[DATA]

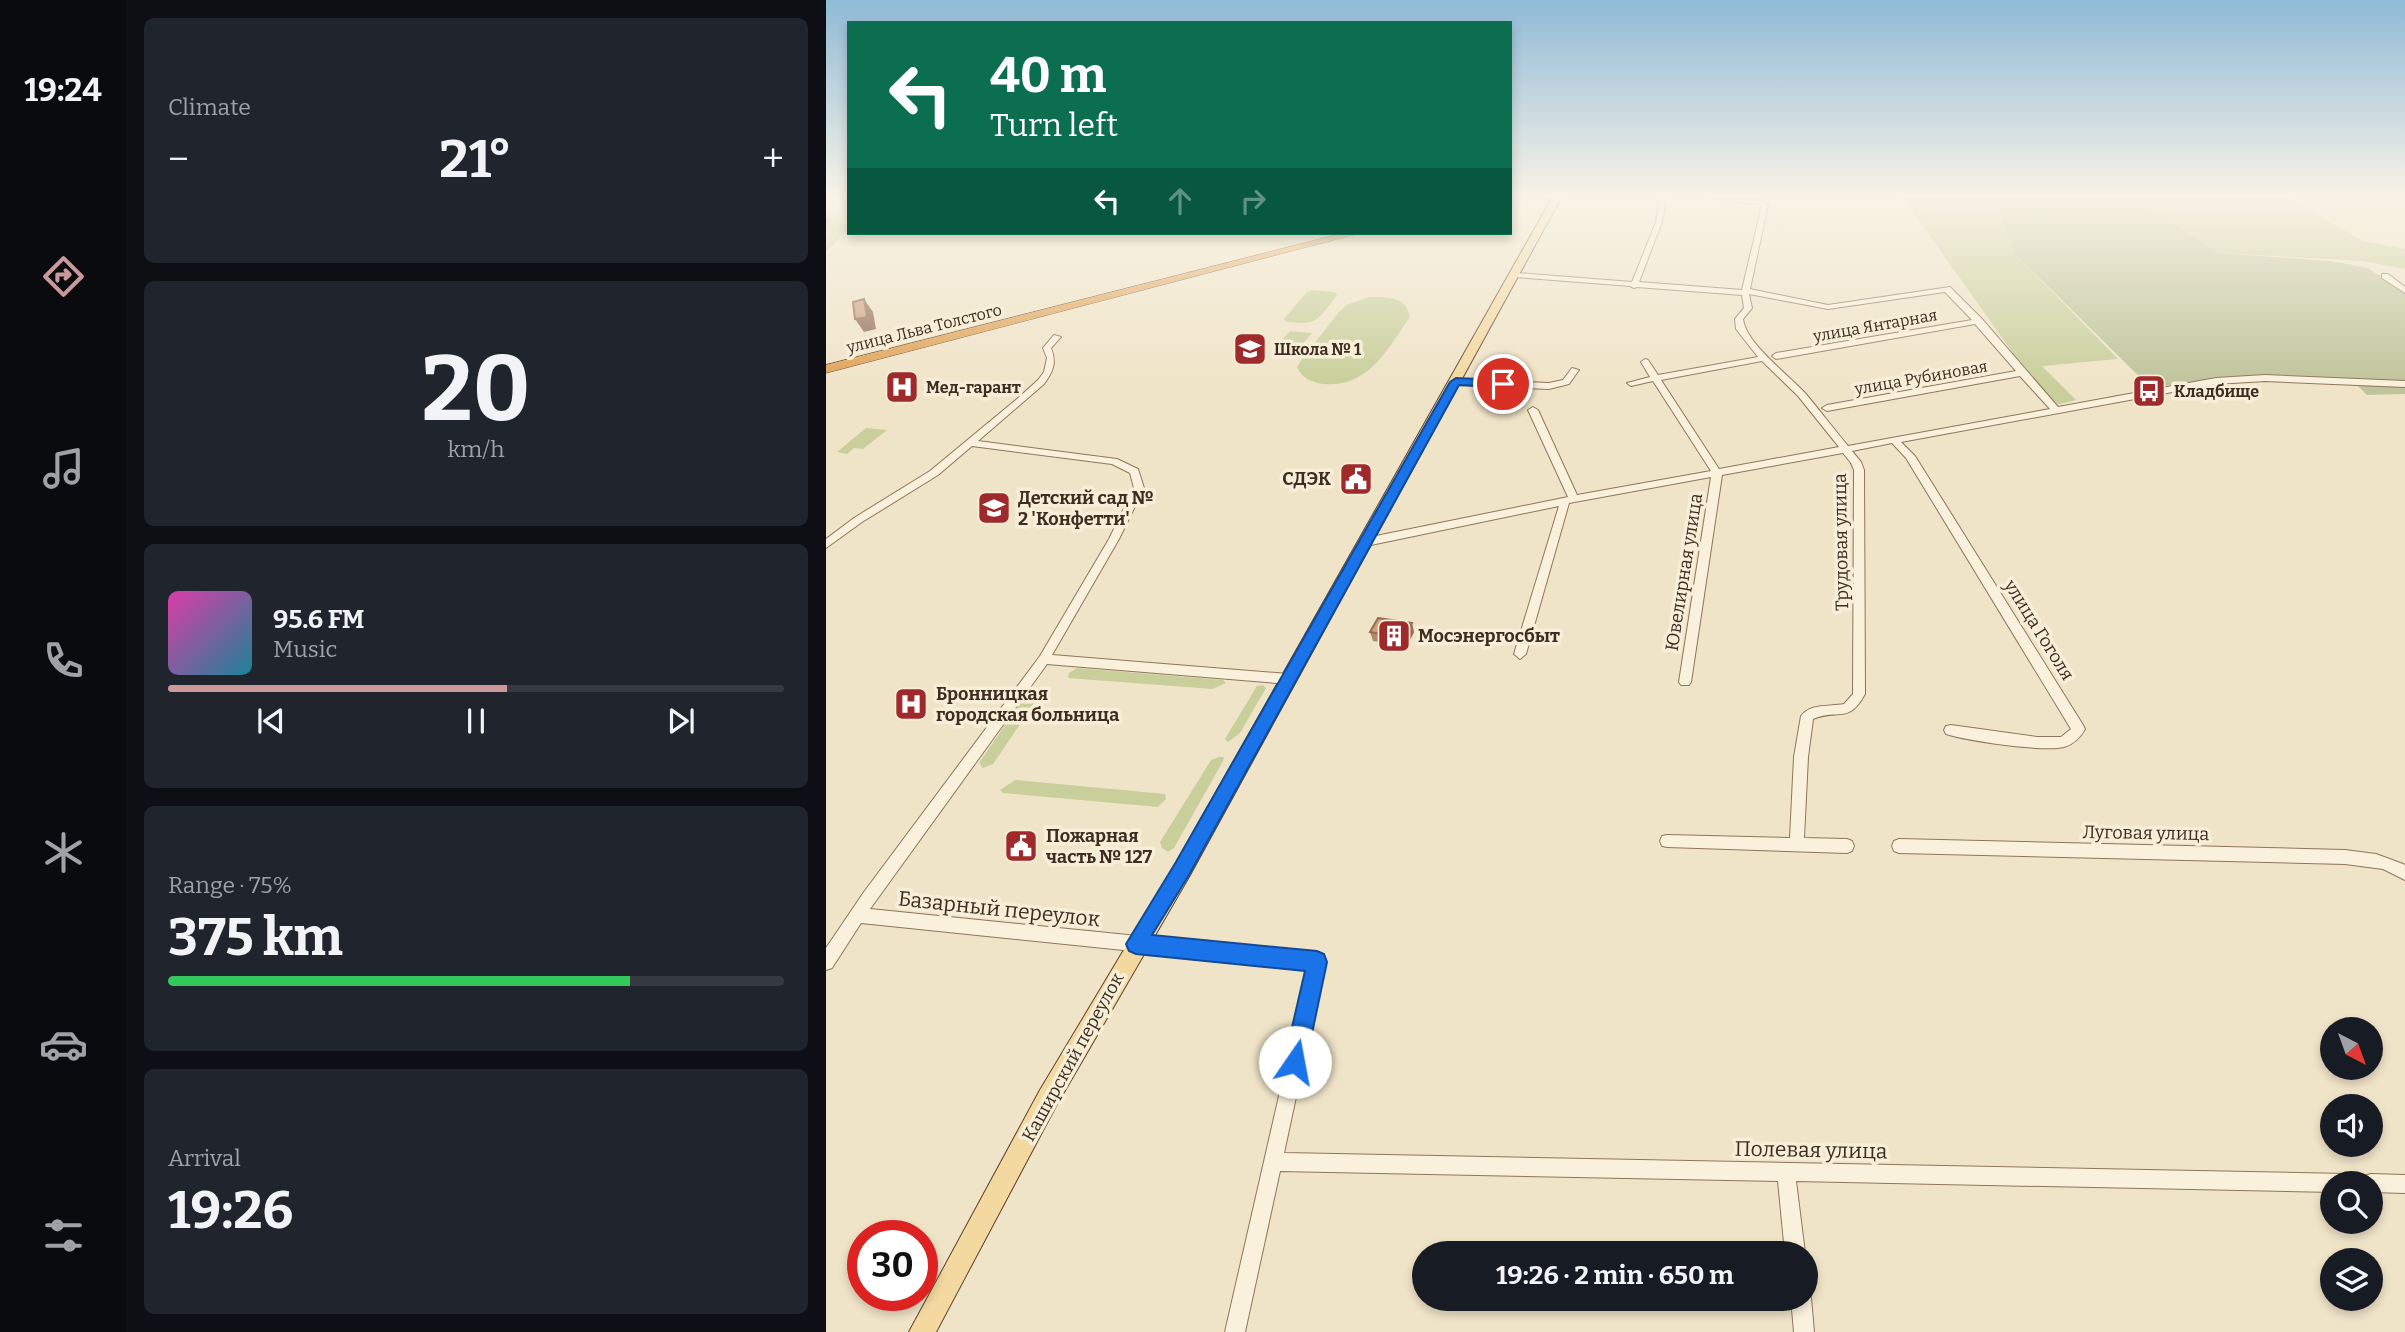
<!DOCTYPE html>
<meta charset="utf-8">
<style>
body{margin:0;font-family:Bitter,serif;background:#20242c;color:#f1f3f6;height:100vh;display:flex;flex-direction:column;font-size:26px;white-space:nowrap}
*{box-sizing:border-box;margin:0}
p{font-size:23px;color:#9ea1a6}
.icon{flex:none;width:38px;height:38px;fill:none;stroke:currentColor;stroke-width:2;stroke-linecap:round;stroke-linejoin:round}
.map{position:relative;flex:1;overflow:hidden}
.side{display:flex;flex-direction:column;gap:18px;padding:18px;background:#0d0f14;width:700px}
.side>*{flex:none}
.hud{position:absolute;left:21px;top:21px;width:665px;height:214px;border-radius:0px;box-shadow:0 4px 10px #0003;background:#0b6e4f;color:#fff;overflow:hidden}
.needle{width:46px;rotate:139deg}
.fabs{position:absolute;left:1494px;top:1017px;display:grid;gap:14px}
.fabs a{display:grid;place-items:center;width:63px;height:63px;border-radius:50%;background:#171b24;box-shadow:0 4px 10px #0003;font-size:35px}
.speed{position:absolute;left:21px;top:1220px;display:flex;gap:14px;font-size:35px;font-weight:700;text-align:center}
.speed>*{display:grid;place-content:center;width:91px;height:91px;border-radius:50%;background:#171b24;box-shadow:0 4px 10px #0003;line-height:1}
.speed .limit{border:10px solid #d22;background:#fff;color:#111}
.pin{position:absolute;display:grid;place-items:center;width:60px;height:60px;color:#fff;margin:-30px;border:4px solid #fff;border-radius:50%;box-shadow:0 2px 7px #0007}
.me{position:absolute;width:77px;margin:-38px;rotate:12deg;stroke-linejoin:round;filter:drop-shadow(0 0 5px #0008)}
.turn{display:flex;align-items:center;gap:24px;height:147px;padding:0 28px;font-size:32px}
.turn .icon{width:91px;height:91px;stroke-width:2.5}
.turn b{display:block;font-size:49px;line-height:60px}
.lanes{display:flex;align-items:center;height:66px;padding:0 28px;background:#0003;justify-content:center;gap:35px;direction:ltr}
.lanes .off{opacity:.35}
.big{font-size:52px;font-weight:700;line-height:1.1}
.side .widget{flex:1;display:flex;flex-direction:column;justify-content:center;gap:10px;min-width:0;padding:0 24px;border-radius:10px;background:#20242c}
.side .dial{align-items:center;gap:0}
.dial b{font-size:91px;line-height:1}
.song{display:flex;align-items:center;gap:21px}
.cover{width:84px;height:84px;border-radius:10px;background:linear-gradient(135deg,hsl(320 70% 55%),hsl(190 70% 35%))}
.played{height:7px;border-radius:4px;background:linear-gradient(90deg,#cc999b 55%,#363941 55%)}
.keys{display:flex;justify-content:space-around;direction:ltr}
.heat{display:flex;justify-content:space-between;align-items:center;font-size:38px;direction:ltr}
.charge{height:10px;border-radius:5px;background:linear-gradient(90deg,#34c759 75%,#363941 0)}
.trip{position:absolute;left:586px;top:1241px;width:406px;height:70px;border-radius:35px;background:#171b24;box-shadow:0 4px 10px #0003;font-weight:700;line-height:70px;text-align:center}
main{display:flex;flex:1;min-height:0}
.menu{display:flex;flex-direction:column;width:126px;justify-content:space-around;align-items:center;background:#090b0e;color:#9ea1a6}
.menu .icon{width:49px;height:49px}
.menu .current{color:#cc999b}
.menu b{font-size:32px;color:#f1f3f6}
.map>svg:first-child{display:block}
</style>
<main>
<nav class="menu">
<b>19:24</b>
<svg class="icon current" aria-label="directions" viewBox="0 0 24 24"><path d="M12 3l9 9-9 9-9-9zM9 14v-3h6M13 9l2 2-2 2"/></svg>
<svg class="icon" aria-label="music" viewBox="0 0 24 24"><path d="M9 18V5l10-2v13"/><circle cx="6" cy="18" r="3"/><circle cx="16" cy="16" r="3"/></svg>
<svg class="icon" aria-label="phone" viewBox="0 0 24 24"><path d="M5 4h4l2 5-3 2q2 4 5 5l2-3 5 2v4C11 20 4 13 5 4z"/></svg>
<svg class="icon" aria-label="climate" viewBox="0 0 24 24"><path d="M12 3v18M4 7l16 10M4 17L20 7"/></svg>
<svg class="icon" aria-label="car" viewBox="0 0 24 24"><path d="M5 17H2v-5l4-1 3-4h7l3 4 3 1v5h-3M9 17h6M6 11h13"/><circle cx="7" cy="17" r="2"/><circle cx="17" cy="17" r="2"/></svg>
<svg class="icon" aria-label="filters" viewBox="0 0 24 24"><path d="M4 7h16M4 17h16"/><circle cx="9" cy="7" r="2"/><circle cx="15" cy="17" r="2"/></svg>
</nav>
<section class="side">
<div class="widget"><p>Climate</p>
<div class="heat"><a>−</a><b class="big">21°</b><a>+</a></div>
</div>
<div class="widget dial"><b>20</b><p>km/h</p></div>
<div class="widget">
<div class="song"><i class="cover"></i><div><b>95.6 FM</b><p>Music</p></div></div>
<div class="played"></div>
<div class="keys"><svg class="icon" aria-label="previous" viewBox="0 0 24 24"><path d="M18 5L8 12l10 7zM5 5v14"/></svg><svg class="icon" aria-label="pause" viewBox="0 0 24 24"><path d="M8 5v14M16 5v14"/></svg><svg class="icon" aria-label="next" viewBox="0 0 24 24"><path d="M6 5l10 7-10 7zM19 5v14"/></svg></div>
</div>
<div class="widget"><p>Range · 75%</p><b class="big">375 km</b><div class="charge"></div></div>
<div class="widget"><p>Arrival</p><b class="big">19:26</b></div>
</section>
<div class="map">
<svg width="1579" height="1332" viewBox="0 0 1579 1332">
<rect width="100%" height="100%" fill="#f0e4c8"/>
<path fill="#e6deb5" d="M1467,198H1579V218H1497Z"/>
<g fill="#c9cf9b">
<path d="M1069,198H1464L1536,241L1579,249V269L1537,261L1392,253L1335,215L1302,203L1170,201L1190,255L1292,359L1216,366L1250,400L1230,405L1196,366L1080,202Z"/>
<path d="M0,211L9,214L22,230L0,252Z"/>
<path d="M486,290L509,292L511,295C491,320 494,325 461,322L458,319L480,293Z"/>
<path d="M544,297C560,297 581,296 584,317C562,348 543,388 498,384C486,383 476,378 471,367L476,359L513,312L520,305Z"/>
<path d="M464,331L486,333L469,353L447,350Z"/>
<path d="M40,428L61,430L37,449L28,448L21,454L11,452Z"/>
<path d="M251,668L397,680L400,683L386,689L242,678L243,673Z"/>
<path d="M437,685L440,688L414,733L402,742L399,739L431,686Z"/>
<path d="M207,697L210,701L167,764L157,768L153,763L195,702Z"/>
<path d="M393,757H398L397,761L348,848L342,852L336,848L334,842L385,760Z"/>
<path d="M189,780L339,794L340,799L332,807L177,793L174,790Z"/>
</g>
<path fill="#bfc49a" d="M1169,201L1302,203L1335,215L1392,253L1505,261L1542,268L1579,292V394L1541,395L1527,381L1385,379L1325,388L1190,255Z"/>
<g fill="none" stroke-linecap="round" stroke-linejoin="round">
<g stroke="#6f938a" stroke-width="2">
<path d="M0,201L3,198"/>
<path d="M0,218L3,220L0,223"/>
</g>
<defs>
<g id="minor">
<path d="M834,198H840L836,222L813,282L916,290L936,205L884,198L938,201L942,205L924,289L1002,305L1124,287L1156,319L1232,407L1390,378L1439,375L1579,381V387L1439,381L1390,384L1075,442L1089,456L1257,725L1259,729C1254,738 1248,744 1238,747C1216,752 1143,741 1120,734L1118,730L1120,726L1125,725L1211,737H1235L1245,729L1080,458L1066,443L1026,451L1035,462L1038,470L1039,694C1022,725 1012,708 987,719L982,757L978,838L1021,839L1026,841L1028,846L1026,851L1021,853L841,847L836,846L834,841L836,836L841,835L964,838L968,757L975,716C985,703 1003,707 1018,704L1027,694L1028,470L1025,463L1017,453L896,475L865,682L863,685H855L853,682L885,477L743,503L700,654L694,659L688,654L733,506L540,546L535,542L540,538L742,497L702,410L707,407L712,410L751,495L885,471L827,381L805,386L801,383L824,377L815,362L819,359L822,360L832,375L932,357L910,329L909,319L918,308L916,295L811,287L808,288L804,286L690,277L686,275L690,273L806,282L830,222ZM1119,292L1146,320L950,353L946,356L950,359L1149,324L1190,371L1001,405L996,408L1001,411L1194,376L1224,409L1022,446C1008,429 994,411 980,394C963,375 920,344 917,319L926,308L923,294L1002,309ZM936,361L972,396L1013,447L893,469L835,380Z"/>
<path d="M1556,274H1562L1579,287V293L1556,278Z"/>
<path d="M228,335L235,337L225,348C231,363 227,372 218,384L152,441L291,459L312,469L318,488L293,539L226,655L463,674L467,676L469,679L467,682L463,684L221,664L44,909L491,954L497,956L499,962L458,1153L1522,1174L1529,1176L1531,1183H1507V1192L970,1181L979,1253H959L952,1181L454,1171L419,1332H399L482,969L35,923L6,968L0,970V948L38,892L214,656L283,539L308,488L304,473L286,464L146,446L112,475L36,522L0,548V539L28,518L104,471L191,399L212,380L218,372L221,358L217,348Z"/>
<path d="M746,368L753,370L743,384L723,389L630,385L626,382L630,379L723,383L737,380Z"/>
<path d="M1073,839L1519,850L1550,854L1577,864L1579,865V880L1557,869L1519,864L1073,853L1068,851L1066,846L1068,841Z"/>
<path d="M1545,1174L1579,1175V1193L1545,1192V1183H1536L1538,1176Z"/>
<path d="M980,1290L985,1298L988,1332H968L965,1298H980Z"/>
</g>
<path id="major" d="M726,198H735L364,875L230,1106L110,1332H83L214,1090L350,863Z"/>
<path id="highway" d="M518,233H534L0,373V365Z"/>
</defs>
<use href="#minor" stroke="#8d765c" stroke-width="2"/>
<use href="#major" stroke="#5b4430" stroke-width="2"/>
<use href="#highway" stroke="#5b4430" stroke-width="1"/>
<use href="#minor" fill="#faf1dc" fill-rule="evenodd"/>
<use href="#major" fill="#f3d9a0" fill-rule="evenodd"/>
<use href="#highway" fill="#e0a458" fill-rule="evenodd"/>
</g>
<path fill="#b2896c" d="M544,632H588L581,646L547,641Z"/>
<g fill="#916f58">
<path d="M38,299L47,312L50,329L38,332L29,319Z"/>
<path d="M586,623L588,632L581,646L578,638Z"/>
</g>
<g fill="#cf9f7d" stroke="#916f58" stroke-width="2">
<path d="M38,299L41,317L29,319L27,302Z"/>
<path d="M552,618L586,623L578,638L544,632Z"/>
</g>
<linearGradient id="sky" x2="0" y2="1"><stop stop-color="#8fbad6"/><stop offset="0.51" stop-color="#f8f3e6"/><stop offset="1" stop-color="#f8f3e6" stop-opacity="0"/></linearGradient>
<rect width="1579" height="385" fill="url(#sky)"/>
<path fill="#1a73e8" stroke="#114b97" stroke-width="2" d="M630,378L677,380L682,384L677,387L633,385L363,875L326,935L491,951L498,954L501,962L480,1062L477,1070L469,1073L461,1070L458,1062L479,971L310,954L303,951L300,944L350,862L624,382Z"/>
<defs>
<symbol id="school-square" viewBox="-11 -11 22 22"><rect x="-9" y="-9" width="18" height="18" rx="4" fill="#9e2a2b" stroke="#f7eed8"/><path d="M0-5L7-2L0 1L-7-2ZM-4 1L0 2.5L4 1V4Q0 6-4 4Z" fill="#fff"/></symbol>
<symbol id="hospital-square" viewBox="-11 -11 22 22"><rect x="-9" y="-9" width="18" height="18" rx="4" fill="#9e2a2b" stroke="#f7eed8"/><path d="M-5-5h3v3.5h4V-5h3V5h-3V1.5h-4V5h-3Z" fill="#fff"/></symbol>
<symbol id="bus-square" viewBox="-11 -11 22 22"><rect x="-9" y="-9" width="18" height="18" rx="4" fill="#9e2a2b" stroke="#f7eed8"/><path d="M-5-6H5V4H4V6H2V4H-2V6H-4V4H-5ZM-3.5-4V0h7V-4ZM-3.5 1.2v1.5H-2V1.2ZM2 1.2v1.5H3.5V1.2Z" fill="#fff"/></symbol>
<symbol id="civic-square" viewBox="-11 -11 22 22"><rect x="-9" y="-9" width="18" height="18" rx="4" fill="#9e2a2b" stroke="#f7eed8"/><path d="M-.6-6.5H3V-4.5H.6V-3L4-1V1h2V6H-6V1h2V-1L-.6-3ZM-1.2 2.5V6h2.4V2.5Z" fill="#fff"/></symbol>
<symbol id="building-square" viewBox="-11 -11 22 22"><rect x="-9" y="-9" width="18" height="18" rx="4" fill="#9e2a2b" stroke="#f7eed8"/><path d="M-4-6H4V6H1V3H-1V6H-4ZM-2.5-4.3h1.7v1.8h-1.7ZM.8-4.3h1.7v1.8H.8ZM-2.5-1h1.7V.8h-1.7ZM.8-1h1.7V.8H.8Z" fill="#fff"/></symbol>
</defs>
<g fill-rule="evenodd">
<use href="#school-square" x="405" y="330" width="38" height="38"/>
<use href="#hospital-square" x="57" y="368" width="38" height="38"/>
<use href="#bus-square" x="1304" y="372" width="38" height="38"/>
<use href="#civic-square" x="511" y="460" width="38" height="38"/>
<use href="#school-square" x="149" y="489" width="38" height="38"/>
<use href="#building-square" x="549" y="617" width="38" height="38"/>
<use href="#hospital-square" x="66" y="685" width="38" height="38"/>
<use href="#civic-square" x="176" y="827" width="38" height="38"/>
</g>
<g text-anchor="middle" stroke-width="7" stroke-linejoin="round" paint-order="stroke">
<g font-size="16" fill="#3d2e20" stroke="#f7eed8">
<text transform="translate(1049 325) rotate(-10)" y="6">улица Янтарная</text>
<text transform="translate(98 328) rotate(-14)" y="6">улица Льва Толстого</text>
<text transform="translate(1095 377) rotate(-10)" y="6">улица Рубиновая</text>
</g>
<g font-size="16" font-weight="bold" fill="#3d2e20" stroke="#f7eed8" text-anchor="start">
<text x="448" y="355">Школа № 1</text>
<text x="100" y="393">Мед-гарант</text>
<text x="1348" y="397">Кладбище</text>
</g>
<g font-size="18" font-weight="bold" fill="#3d2e20" stroke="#f7eed8" text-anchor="start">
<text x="505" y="485" text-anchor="end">СДЭК</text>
<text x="192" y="504">Детский сад №<tspan x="192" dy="21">2 'Конфетти'</tspan></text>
<text x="592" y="642">Мосэнергосбыт</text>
<text x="110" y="700">Бронницкая<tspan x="110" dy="21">городская больница</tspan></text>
<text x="220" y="842">Пожарная<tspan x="220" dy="21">часть № 127</tspan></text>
</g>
<g font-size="18" fill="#3d2e20" stroke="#f7eed8">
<text transform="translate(1015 542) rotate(-91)" y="6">Трудовая улица</text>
<text transform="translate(858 572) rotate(-81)" y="6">Ювелирная улица</text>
<text transform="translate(1213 630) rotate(58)" y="6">улица Гоголя</text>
<text transform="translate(1320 833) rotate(1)" y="6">Луговая улица</text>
<text transform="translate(247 1057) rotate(-61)" y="6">Каширский переулок</text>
</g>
<g font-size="21" fill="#3d2e20" stroke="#f7eed8">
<text transform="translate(173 909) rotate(6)" y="7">Базарный переулок</text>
<text transform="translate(985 1150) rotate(1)" y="7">Полевая улица</text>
</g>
</g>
</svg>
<div class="fabs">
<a><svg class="needle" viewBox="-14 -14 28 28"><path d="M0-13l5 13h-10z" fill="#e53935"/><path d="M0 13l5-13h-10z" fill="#9ea1a6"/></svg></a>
<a><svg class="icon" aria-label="sound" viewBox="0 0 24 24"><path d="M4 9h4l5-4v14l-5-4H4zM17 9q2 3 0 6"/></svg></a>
<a><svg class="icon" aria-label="search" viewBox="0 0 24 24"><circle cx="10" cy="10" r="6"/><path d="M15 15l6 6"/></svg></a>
<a><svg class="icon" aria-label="layers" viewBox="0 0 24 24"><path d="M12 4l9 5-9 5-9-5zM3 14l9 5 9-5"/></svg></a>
</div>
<div class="speed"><div class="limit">30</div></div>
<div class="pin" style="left:677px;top:384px;background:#d93025"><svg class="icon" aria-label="arrive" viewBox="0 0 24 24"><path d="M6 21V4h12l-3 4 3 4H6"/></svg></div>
<svg class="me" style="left:469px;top:1062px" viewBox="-20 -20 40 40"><circle r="19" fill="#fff"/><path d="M0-13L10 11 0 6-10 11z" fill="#1a73e8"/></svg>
<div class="trip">19:26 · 2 min · 650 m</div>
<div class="hud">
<div class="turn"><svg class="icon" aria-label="left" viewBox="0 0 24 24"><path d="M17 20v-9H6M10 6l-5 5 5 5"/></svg><div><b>40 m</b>Turn left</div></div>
<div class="lanes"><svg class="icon" aria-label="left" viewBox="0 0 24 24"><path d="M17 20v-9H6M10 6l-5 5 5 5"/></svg><svg class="icon off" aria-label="ahead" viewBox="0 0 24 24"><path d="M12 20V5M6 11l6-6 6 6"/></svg><svg class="icon off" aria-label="right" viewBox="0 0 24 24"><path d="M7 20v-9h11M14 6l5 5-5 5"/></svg></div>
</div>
</div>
</main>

[/DATA]

__BRIEF__
Find each line in the data above with the word "limit", then copy it.

__RESPONSE AREA__
.speed .limit{border:10px solid #d22;background:#fff;color:#111}
<div class="speed"><div class="limit">30</div></div>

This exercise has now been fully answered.